Spot Fleet Configuration

Diversify across instance types and Availability Zones to reduce interruption probability:

{
  "SpotFleetRequestConfig": {
    "IamFleetRole": "arn:aws:iam::123456789012:role/spot-fleet-role",
    "TargetCapacity": 10,
    "SpotPrice": "0.10",
    "TerminateInstancesWithExpiration": true,
    "Type": "maintain",
    "AllocationStrategy": "capacityOptimized",
    "LaunchSpecifications": [
      {
        "ImageId": "ami-0abcdef1234567890",
        "InstanceType": "m5.xlarge",
        "SubnetId": "subnet-aaa111,subnet-bbb222,subnet-ccc333",
        "WeightedCapacity": 1
      },
      {
        "ImageId": "ami-0abcdef1234567890",
        "InstanceType": "m5a.xlarge",
        "SubnetId": "subnet-aaa111,subnet-bbb222,subnet-ccc333",
        "WeightedCapacity": 1
      },
      {
        "ImageId": "ami-0abcdef1234567890",
        "InstanceType": "m6i.xlarge",
        "SubnetId": "subnet-aaa111,subnet-bbb222,subnet-ccc333",
        "WeightedCapacity": 1
      },
      {
        "ImageId": "ami-0abcdef1234567890",
        "InstanceType": "m7g.xlarge",
        "SubnetId": "subnet-aaa111,subnet-bbb222,subnet-ccc333",
        "WeightedCapacity": 1
      }
    ]
  }
}

Key settings:

  • AllocationStrategy: capacityOptimized — selects pools with the most available capacity, reducing interruption rates.
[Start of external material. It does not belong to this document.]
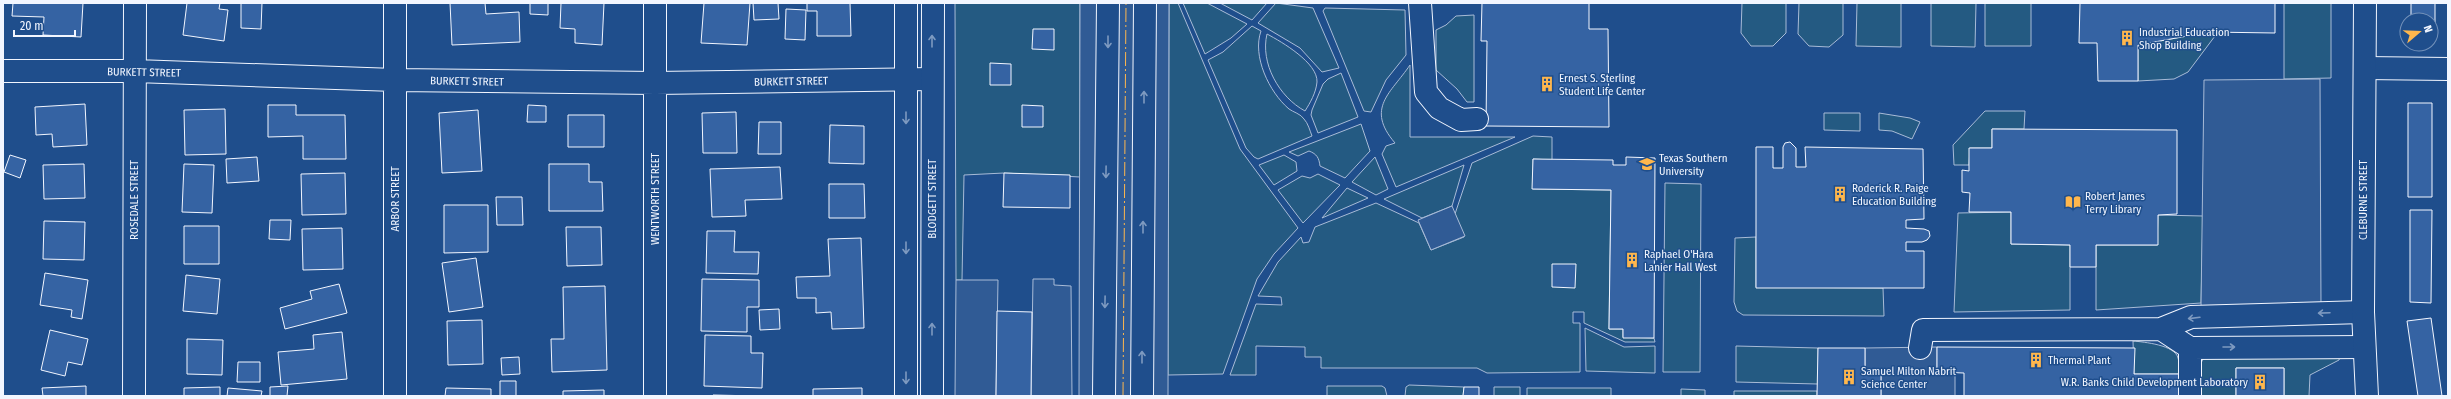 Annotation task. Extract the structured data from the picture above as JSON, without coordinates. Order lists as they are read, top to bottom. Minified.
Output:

This is preferred over lowestPrice for production workloads.
  • Four instance types across three AZs — gives the fleet 12 capacity pools to draw from. The more pools, the lower the probability of simultaneous interruption.

Graceful Shutdown Handling

Every Spot instance should poll the instance metadata service for the interruption notice:

#!/bin/bash
# /usr/local/bin/spot-interrupt-handler.sh
# Run as a systemd service or cron job every 5 seconds

TOKEN=$(curl -s -X PUT "http://169.254.169.254/latest/api/token" \
  -H "X-aws-ec2-metadata-token-ttl-seconds: 21600")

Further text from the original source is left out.